UNCERTAINTY: More power = worse sound … or does it?

Howard Popeck ...

irst encountered this phenomena as a retailer in 1976, and off and off subsequently. Or, more accurately, I first encountered my own incorrect belief re this quite early on. As I learned more about how to achieve meaningful demonstrations for my customers, after a timely intervention, I came to realise I was only partly correct.

To cut a long story short, on behalf of myself (and why not?) and showroom visitors, I mounted a sound pressure meter on a tripod at head-height. Then, using a preamp with a digital readout of the volume setting, the power amps in question were listened to in a standard a/b configuration at whatever volume the customer felt was comfortable – ALWAYS at the same sound pressure level.

Under these circumstances, on many occasions, the supposed agility of the lower powered power amp or, if you prefer, the supposed lack of agility of the larger unit was shown – on most but not every comparison, was shown to be an illusion.

This was irrespective of source, speakers and rooms – providing everything was listened to at the same spl at head-height.

There were, and still other, other consequences as a result of this technique, but time precludes me from going into this here other than to say that, again using the spl meter, with the preamp set for a LOW volume, the difference in both bass agility and bass heft were immediately apparent.

In conclusion, as the ‘facts’ changed, then so did my opinion re low power being axiomatically preferable to high power.

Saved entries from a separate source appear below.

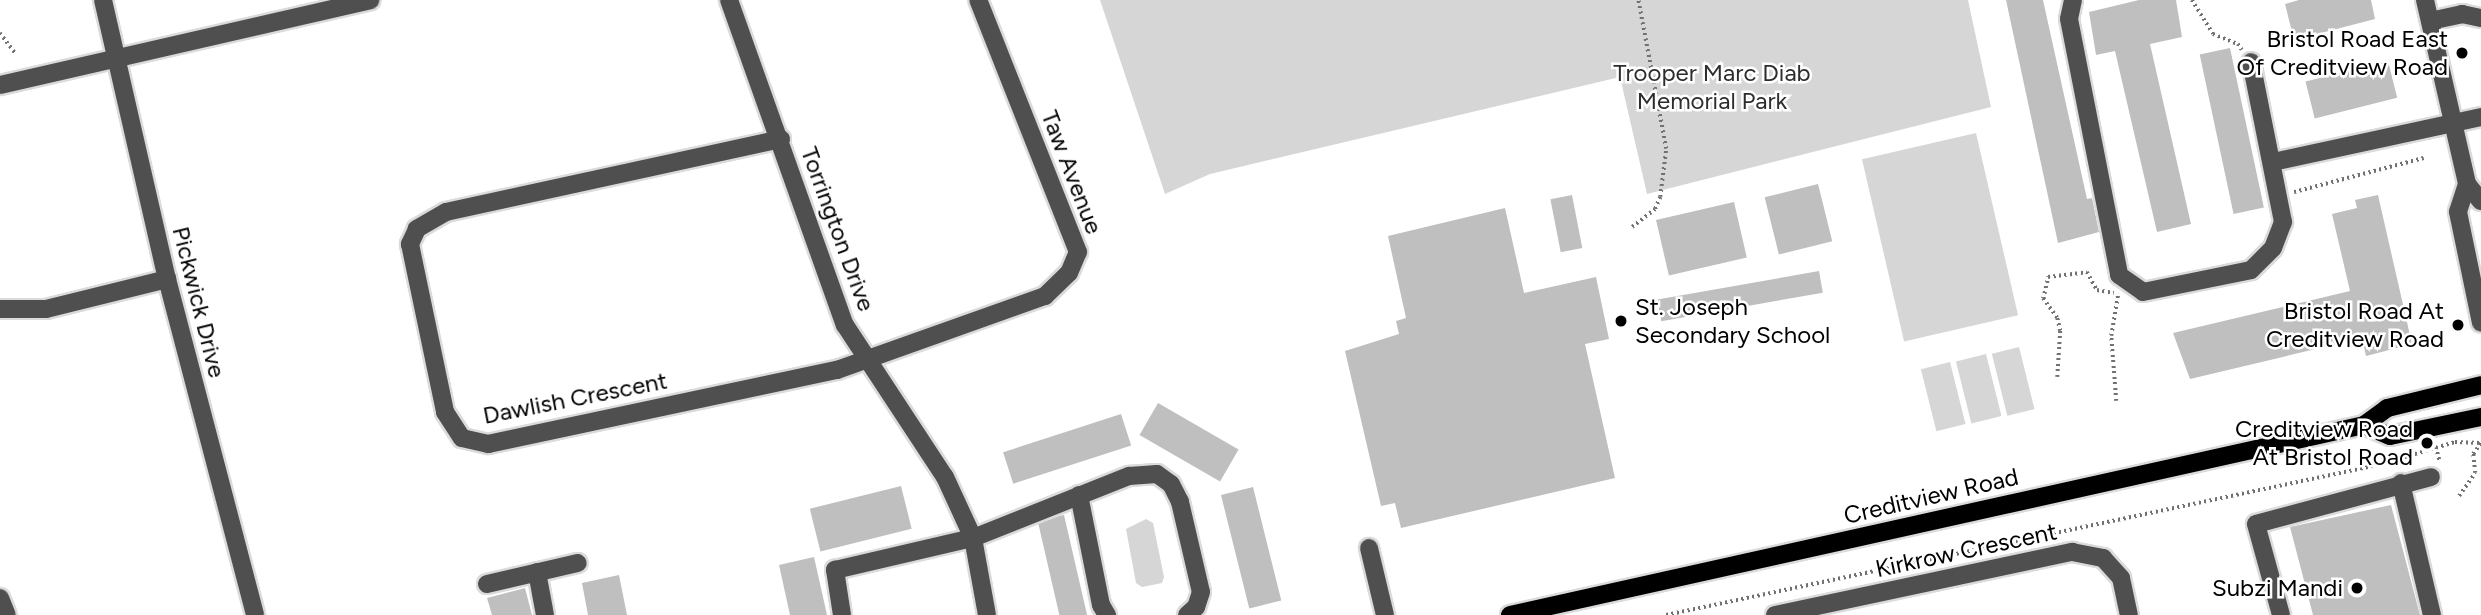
<!DOCTYPE html>
<html>
<head>
<meta charset="utf-8">
<style>
	body { margin:0 }
	#map { position:relative; width:2481px; height:615px; overflow:hidden; background:#fff; font-family:Figtree,sans-serif }
	div>[style] { position:absolute }
	[style*='--x'] { left:calc(var(--x)*1px); top:calc(var(--y)*1px); width:calc(var(--w)*1px); rotate:calc(var(--a)*1deg) }
	.green>* { inset:0; background:#d6d6d6; transform-origin:0 0 }
	.building>* { inset:0; background:#bfbfbf; transform-origin:0 0 }
	.path>* { height:3.5px; margin-top:-1.75px; transform-origin:0; background:repeating-linear-gradient(90deg,#717171 0 2px,transparent 0 5.5px) }
	.roads { filter:drop-shadow(2px 0 #dbdbdb) drop-shadow(-2px 0 #dbdbdb) drop-shadow(0 2px #dbdbdb) drop-shadow(0 -2px #dbdbdb) }
	.minor>* { height:18px; margin:-9px; padding:0 9px; transform-origin:9px; border-radius:9px; background:#4f4f4f }
	.major>* { height:18px; margin:-9px; padding:0 9px; transform-origin:9px; border-radius:9px; background:#000 }
	.dots>* { width:19px; height:19px; translate:-50% -50%; box-sizing:border-box; border:4px solid #fff; border-radius:50% }
	span { translate:-50% -50%; white-space:nowrap; text-align:center; line-height:1.15; -webkit-text-stroke:5px #fff; paint-order:stroke }
	.poi-label { font-size:24px; color:#000 }
	.right { translate:-100% -50%; text-align:right }
	.left { translate:0 -50%; text-align:left }
	.park-label { font-size:24px; color:#2d2d2d }
	.street-label { font-size:24px; color:#000 }
</style>
</head>
<body>
<div id="map">
	<div class="green">
		<i style="clip-path:polygon(1100px 0,1968px 0,1991px 107px,1647px 194px,1620px 77px,1210px 174px,1165px 194px)"></i>
		<i style="left:1976px;top:133px;width:187px;height:117px;rotate:77deg"></i>
		<i style="left:2019px;top:347px;width:64px;height:28px;rotate:76deg"></i>
		<i style="left:1986px;top:354px;width:64px;height:31px;rotate:76deg"></i>
		<i style="left:1950px;top:362px;width:64px;height:30px;rotate:76deg"></i>
		<i style="clip-path:polygon(1146px 519px,1153px 523px,1164px 577px,1162px 583px,1142px 587px,1136px 583px,1126px 529px)"></i>
	</div>
	<div class="building">
		<i style="clip-path:polygon(2006px 0,2043px 0,2087px 199px,2092px 198px,2099px 232px,2058px 243px)"></i>
		<i style="clip-path:polygon(2139px 0,2176px 0,2182px 37px,2150px 44px,2191px 224px,2157px 232px,2115px 51px,2096px 55px,2089px 12px)"></i>
		<i style="clip-path:polygon(2299px 0,2371px 0,2375px 19px,2294px 40px,2285px 4px)"></i>
		<i style="left:2230px;top:48px;width:163px;height:31px;rotate:78deg"></i>
		<i style="left:2388px;top:61px;width:38px;height:85px;rotate:76deg"></i>
		<i style="left:1818px;top:184px;width:59px;height:55px;rotate:76deg"></i>
		<i style="left:1572px;top:195px;width:54px;height:22px;rotate:79deg"></i>
		<i style="clip-path:polygon(2378px 195px,2412px 344px,2366px 356px,2362px 338px,2190px 379px,2173px 333px,2350px 291px,2332px 214px,2357px 208px,2355px 200px)"></i>
		<i style="left:1734px;top:202px;width:57px;height:80px;rotate:77deg"></i>
		<i style="clip-path:polygon(1505px 208px,1524px 293px,1596px 277px,1609px 339px,1585px 344px,1615px 478px,1401px 528px,1395px 503px,1381px 506px,1345px 351px,1399px 334px,1396px 321px,1406px 318px,1388px 236px)"></i>
		<i style="left:1819px;top:271px;width:22px;height:164px;rotate:80deg"></i>
		<i style="left:1158px;top:403px;width:93px;height:37px;rotate:30deg"></i>
		<i style="left:1121px;top:414px;width:33px;height:124px;rotate:72deg"></i>
		<i style="left:901px;top:486px;width:44px;height:94px;rotate:76deg"></i>
		<i style="left:1253px;top:487px;width:117px;height:33px;rotate:76deg"></i>
		<i style="clip-path:polygon(2391px 505px,2420px 615px,2313px 615px,2290px 527px)"></i>
		<i style="left:1064px;top:515px;width:103px;height:27px;rotate:77deg"></i>
		<i style="clip-path:polygon(814px 557px,827px 615px,790px 615px,779px 565px)"></i>
		<i style="clip-path:polygon(619px 575px,627px 615px,588px 615px,582px 583px)"></i>
		<i style="clip-path:polygon(525px 588px,532px 615px,492px 615px,487px 598px)"></i>
	</div>
	<div class="path">
		<i style="--x:2192;--y:0;--w:40;--a:58"></i>
		<i style="--x:2213;--y:34;--w:27;--a:22"></i>
		<i style="--x:2238;--y:44;--w:7;--a:56"></i>
		<i style="--x:0;--y:33;--w:26;--a:53"></i>
		<i style="--x:2294;--y:192;--w:134;--a:-14.7"></i>
		<i style="--x:1632;--y:227;--w:29;--a:-38"></i>
		<i style="--x:1655;--y:209;--w:13;--a:-67"></i>
		<i style="--x:1660;--y:197;--w:48;--a:-82.9"></i>
		<i style="--x:1666;--y:149;--w:152;--a:-100.6"></i>
		<i style="--x:2057;--y:377;--w:46;--a:-86.3"></i>
		<i style="--x:2060;--y:331;--w:13;--a:-103"></i>
		<i style="--x:2057;--y:318;--w:24;--a:-126"></i>
		<i style="--x:2043;--y:299;--w:23;--a:-77"></i>
		<i style="--x:2048;--y:277;--w:39;--a:-7"></i>
		<i style="--x:2087;--y:272;--w:21;--a:61"></i>
		<i style="--x:2097;--y:290;--w:17;--a:10"></i>
		<i style="--x:2116;--y:401;--w:65;--a:-94.4"></i>
		<i style="--x:2111;--y:336;--w:43;--a:-80.5"></i>
		<i style="--x:2436;--y:447;--w:16;--a:75"></i>
		<i style="--x:2459;--y:496;--w:28;--a:-55"></i>
		<i style="--x:2475;--y:473;--w:19;--a:-96"></i>
		<i style="--x:2473;--y:454;--w:14;--a:-54"></i>
		<i style="--x:1666;--y:615;--w:728;--a:-11.9"></i>
		<i style="--x:2378;--y:465;--w:80;--a:-16.6"></i>
		<i style="--x:2455;--y:442;--w:26;--a:2"></i>
	</div>
	<div class="roads">
		<div class="minor">
			<i style="--x:103;--y:0;--w:286;--a:77.1"></i>
			<i style="--x:167;--y:279;--w:347;--a:75.3"></i>
			<i style="--x:729;--y:0;--w:345;--a:70.4"></i>
			<i style="--x:845;--y:325;--w:182;--a:56.7"></i>
			<i style="--x:945;--y:477;--w:67;--a:65.3"></i>
			<i style="--x:973;--y:538;--w:78;--a:79.7"></i>
			<i style="--x:2073;--y:0;--w:19;--a:102"></i>
			<i style="--x:2069;--y:19;--w:261;--a:78.9"></i>
			<i style="--x:2119;--y:275;--w:29;--a:35"></i>
			<i style="--x:2143;--y:292;--w:110;--a:-11.5"></i>
			<i style="--x:2251;--y:270;--w:31;--a:-45"></i>
			<i style="--x:2273;--y:248;--w:28;--a:-69"></i>
			<i style="--x:2283;--y:222;--w:163;--a:-101.3"></i>
			<i style="--x:2425;--y:0;--w:189;--a:77.1"></i>
			<i style="--x:2467;--y:184;--w:22;--a:51"></i>
			<i style="--x:2430;--y:21;--w:33;--a:-12"></i>
			<i style="--x:2462;--y:14;--w:19;--a:12"></i>
			<i style="--x:0;--y:85;--w:380;--a:-12.9"></i>
			<i style="--x:781;--y:139;--w:343;--a:167.7"></i>
			<i style="--x:446;--y:212;--w:34;--a:150"></i>
			<i style="--x:417;--y:229;--w:17;--a:115"></i>
			<i style="--x:410;--y:244;--w:172;--a:78.2"></i>
			<i style="--x:445;--y:412;--w:31;--a:57"></i>
			<i style="--x:462;--y:438;--w:27;--a:13"></i>
			<i style="--x:488;--y:444;--w:357;--a:-12"></i>
			<i style="--x:837;--y:370;--w:221;--a:-19.6"></i>
			<i style="--x:1045;--y:296;--w:33;--a:-44"></i>
			<i style="--x:1069;--y:273;--w:23;--a:-67"></i>
			<i style="--x:1078;--y:252;--w:271;--a:-111.6"></i>
			<i style="--x:2273;--y:162;--w:213;--a:-12.2"></i>
			<i style="--x:2467;--y:184;--w:29;--a:108"></i>
			<i style="--x:2458;--y:212;--w:113;--a:78.3"></i>
			<i style="--x:0;--y:309;--w:46;--a:0"></i>
			<i style="--x:46;--y:309;--w:125;--a:-13.9"></i>
			<i style="--x:2401;--y:483;--w:136;--a:76.8"></i>
			<i style="--x:1079;--y:495;--w:112;--a:78.7"></i>
			<i style="--x:1101;--y:605;--w:12;--a:59"></i>
			<i style="--x:1369;--y:548;--w:69;--a:76.6"></i>
			<i style="--x:537;--y:572;--w:44;--a:79.5"></i>
			<i style="--x:487;--y:584;--w:93;--a:-13"></i>
			<i style="--x:0;--y:598;--w:18;--a:68"></i>
			<i style="--x:842;--y:615;--w:46;--a:-98.8"></i>
			<i style="--x:835;--y:570;--w:142;--a:-13.1"></i>
			<i style="--x:973;--y:538;--w:168;--a:-21.7"></i>
			<i style="--x:1129;--y:476;--w:28;--a:-4"></i>
			<i style="--x:1157;--y:474;--w:17;--a:36"></i>
			<i style="--x:1171;--y:484;--w:20;--a:63"></i>
			<i style="--x:1180;--y:502;--w:92;--a:76.9"></i>
			<i style="--x:1201;--y:592;--w:16;--a:108"></i>
			<i style="--x:1196;--y:607;--w:12;--a:138"></i>
			<i style="--x:1775;--y:615;--w:304;--a:-12"></i>
			<i style="--x:2072;--y:552;--w:32;--a:11"></i>
			<i style="--x:2103;--y:558;--w:27;--a:48"></i>
			<i style="--x:2121;--y:578;--w:38;--a:78"></i>
			<i style="--x:2281;--y:615;--w:94;--a:-105.4"></i>
			<i style="--x:2256;--y:524;--w:181;--a:-15"></i>
		</div>
		<div class="major">
			<i style="--x:2364;--y:425;--w:28;--a:23"></i>
			<i style="--x:2390;--y:436;--w:93;--a:-11.8"></i>
			<i style="--x:1510;--y:615;--w:875;--a:-12.54"></i>
			<i style="--x:2364;--y:425;--w:29;--a:-36"></i>
			<i style="--x:2387;--y:408;--w:97;--a:-13.7"></i>
		</div>
	</div>
	<div class="dots">
		<i style="left:2462px;top:53px;background:#000"></i>
		<i style="left:1621px;top:321px;background:#000"></i>
		<i style="left:2458px;top:325px;background:#000"></i>
		<i style="left:2427px;top:443px;background:#000"></i>
		<i style="left:2357px;top:588px;background:#000"></i>
	</div>
	<div class="poi-label">
		<span class="right" style="left:2448px;top:53px">Bristol Road East<br>Of Creditview Road</span>
		<span class="left" style="left:1635px;top:321px">St. Joseph<br>Secondary School</span>
		<span class="right" style="left:2444px;top:325px">Bristol Road At<br>Creditview Road</span>
		<span class="right" style="left:2413px;top:443px">Creditview Road<br>At Bristol Road</span>
		<span class="right" style="left:2343px;top:588px">Subzi Mandi</span>
	</div>
	<div class="park-label">
		<span style="left:1712px;top:87px">Trooper Marc Diab<br>Memorial Park</span>
	</div>
	<div class="street-label">
		<span style="left:1072px;top:172px;rotate:69deg">Taw Avenue</span>
		<span style="left:838px;top:229px;rotate:70deg">Torrington Drive</span>
		<span style="left:199px;top:302px;rotate:76deg">Pickwick Drive</span>
		<span style="left:575px;top:398px;rotate:-11deg">Dawlish Crescent</span>
		<span style="left:1931px;top:496px;rotate:-13deg">Creditview Road</span>
		<span style="left:1966px;top:550px;rotate:-12deg">Kirkrow Crescent</span>
	</div>
</div>
</body>
</html>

Thank you.

One thought on “UNCERTAINTY: More power = worse sound … or does it?

  1. I’ve always been intrigued by this phenomenon. As a ‘preference’ (hankering, maybe) my gut reaction is that the way to go is highly efficient speakers with a relatively low-powered amplifier. The amplifier can be made very low noise, and will have ‘relatively’ little work to do to move the cone, the ‘amplification’ also being helped by the (probably) horn attached to the driver. But equally (or perhaps differently) a good modestly-powered system (15-20 watts, reasonably efficient speakers) can sound spectacular, but somehow I’ve usually found high power systems and ‘power hungry’ speakers more fatiguing to listen to. I suppose, given all the other variables, our ears are not equally sensitive to the whole audio spectrum at low(er) volumes, so even though a loudspeaker might be working on a ‘level playing field’, our ears are not. Perhaps that’s why I prefer my music replay to be at a ‘reasonably real-world’ level, accepting that I’ll never fit an orchestra (or a modest chamber ensemble) into my modest listening room.